[WHAT THE TASK REQUIRES]
Please transcribe the data that follows, keeping every line exact.

Dataset entries:

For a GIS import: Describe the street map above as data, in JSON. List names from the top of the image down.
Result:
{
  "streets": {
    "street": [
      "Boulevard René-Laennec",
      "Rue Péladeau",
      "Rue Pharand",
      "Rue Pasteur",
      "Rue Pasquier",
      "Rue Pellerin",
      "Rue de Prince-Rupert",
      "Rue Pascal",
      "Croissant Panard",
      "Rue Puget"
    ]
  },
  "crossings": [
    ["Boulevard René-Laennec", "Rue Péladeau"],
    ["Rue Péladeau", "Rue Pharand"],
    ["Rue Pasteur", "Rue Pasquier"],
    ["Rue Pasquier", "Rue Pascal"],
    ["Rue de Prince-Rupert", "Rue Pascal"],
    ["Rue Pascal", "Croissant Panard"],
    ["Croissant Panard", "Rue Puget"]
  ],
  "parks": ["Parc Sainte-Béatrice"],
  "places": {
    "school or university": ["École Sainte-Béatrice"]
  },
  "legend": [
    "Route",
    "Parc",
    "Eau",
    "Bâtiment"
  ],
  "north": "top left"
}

[TASK ANSWER]
For a GIS import: Describe the street map above as data, in JSON. List names from the top of the image down.
Result:
{
  "streets": {
    "street": [
      "Boulevard René-Laennec",
      "Rue Péladeau",
      "Rue Pharand",
      "Rue Pasteur",
      "Rue Pasquier",
      "Rue Pellerin",
      "Rue de Prince-Rupert",
      "Rue Pascal",
      "Croissant Panard",
      "Rue Puget"
    ]
  },
  "crossings": [
    ["Boulevard René-Laennec", "Rue Péladeau"],
    ["Rue Péladeau", "Rue Pharand"],
    ["Rue Pasteur", "Rue Pasquier"],
    ["Rue Pasquier", "Rue Pascal"],
    ["Rue de Prince-Rupert", "Rue Pascal"],
    ["Rue Pascal", "Croissant Panard"],
    ["Croissant Panard", "Rue Puget"]
  ],
  "parks": ["Parc Sainte-Béatrice"],
  "places": {
    "school or university": ["École Sainte-Béatrice"]
  },
  "legend": [
    "Route",
    "Parc",
    "Eau",
    "Bâtiment"
  ],
  "north": "top left"
}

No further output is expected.